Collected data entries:
# # # # # # #
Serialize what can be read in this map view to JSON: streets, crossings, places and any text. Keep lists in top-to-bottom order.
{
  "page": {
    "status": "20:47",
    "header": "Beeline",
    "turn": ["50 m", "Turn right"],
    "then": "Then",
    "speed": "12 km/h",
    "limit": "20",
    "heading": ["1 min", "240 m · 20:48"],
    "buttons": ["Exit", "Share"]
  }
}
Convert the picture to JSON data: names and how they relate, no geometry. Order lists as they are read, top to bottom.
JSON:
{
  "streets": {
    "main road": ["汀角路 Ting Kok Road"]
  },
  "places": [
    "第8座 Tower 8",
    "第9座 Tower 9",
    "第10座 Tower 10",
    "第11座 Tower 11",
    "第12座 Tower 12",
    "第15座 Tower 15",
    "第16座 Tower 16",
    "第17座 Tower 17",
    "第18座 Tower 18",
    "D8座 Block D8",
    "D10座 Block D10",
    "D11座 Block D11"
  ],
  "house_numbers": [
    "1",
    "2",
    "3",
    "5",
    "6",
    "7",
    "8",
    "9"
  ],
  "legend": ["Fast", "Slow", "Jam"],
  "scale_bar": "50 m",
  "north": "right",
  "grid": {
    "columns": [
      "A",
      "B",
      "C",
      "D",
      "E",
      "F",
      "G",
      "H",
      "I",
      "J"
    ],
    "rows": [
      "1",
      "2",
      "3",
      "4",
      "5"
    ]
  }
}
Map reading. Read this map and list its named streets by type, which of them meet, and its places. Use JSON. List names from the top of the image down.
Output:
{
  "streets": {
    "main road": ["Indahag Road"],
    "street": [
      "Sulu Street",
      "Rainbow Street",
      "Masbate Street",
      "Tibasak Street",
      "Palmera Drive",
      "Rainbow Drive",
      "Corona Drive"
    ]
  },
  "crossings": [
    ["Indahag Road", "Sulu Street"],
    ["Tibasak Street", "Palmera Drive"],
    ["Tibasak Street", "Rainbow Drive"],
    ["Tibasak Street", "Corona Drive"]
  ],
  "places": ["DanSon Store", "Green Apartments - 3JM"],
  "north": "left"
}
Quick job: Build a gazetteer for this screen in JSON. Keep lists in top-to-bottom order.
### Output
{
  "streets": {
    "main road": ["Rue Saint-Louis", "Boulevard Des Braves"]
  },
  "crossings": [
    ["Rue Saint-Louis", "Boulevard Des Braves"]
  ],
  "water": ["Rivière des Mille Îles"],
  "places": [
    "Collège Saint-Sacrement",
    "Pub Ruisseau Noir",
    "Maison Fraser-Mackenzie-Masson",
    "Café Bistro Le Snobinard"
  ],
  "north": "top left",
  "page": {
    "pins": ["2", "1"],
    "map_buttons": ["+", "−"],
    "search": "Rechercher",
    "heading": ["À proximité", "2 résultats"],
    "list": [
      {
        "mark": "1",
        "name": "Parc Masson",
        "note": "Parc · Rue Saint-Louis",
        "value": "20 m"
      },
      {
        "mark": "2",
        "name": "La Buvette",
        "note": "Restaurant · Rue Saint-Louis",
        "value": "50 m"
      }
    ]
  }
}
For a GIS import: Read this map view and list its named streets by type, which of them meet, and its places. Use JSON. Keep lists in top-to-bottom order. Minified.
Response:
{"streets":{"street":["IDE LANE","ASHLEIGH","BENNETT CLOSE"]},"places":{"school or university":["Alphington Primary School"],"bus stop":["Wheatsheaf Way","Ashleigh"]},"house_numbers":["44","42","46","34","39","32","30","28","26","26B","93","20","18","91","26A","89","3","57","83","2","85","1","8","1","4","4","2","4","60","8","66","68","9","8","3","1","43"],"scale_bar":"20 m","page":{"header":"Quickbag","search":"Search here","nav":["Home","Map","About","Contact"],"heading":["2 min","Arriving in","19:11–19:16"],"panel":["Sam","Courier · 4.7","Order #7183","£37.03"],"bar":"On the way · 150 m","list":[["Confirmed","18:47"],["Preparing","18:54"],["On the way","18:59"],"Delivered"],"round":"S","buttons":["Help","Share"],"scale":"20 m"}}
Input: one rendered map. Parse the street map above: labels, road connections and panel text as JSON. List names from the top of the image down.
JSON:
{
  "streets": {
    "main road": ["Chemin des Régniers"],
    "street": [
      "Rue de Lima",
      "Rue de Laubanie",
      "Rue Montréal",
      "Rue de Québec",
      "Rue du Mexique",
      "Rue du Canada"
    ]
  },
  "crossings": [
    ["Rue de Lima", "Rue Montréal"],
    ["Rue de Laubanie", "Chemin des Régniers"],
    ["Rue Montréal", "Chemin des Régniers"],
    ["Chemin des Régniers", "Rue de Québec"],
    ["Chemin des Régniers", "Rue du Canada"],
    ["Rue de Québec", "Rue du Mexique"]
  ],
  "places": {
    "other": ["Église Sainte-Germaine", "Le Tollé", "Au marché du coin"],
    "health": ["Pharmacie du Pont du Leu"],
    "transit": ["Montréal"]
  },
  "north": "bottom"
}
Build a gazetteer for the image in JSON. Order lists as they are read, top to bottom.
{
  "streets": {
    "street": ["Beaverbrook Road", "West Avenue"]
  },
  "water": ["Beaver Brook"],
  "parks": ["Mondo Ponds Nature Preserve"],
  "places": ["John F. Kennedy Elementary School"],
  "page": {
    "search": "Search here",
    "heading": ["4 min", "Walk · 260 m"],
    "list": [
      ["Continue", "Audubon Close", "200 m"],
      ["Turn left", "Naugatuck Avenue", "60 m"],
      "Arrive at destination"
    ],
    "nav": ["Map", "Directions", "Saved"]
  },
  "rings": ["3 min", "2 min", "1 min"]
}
# # # # # # #
Task statement:
A single number is required: the count of lines in the entries that include the word "them".

Response for this exercise:
2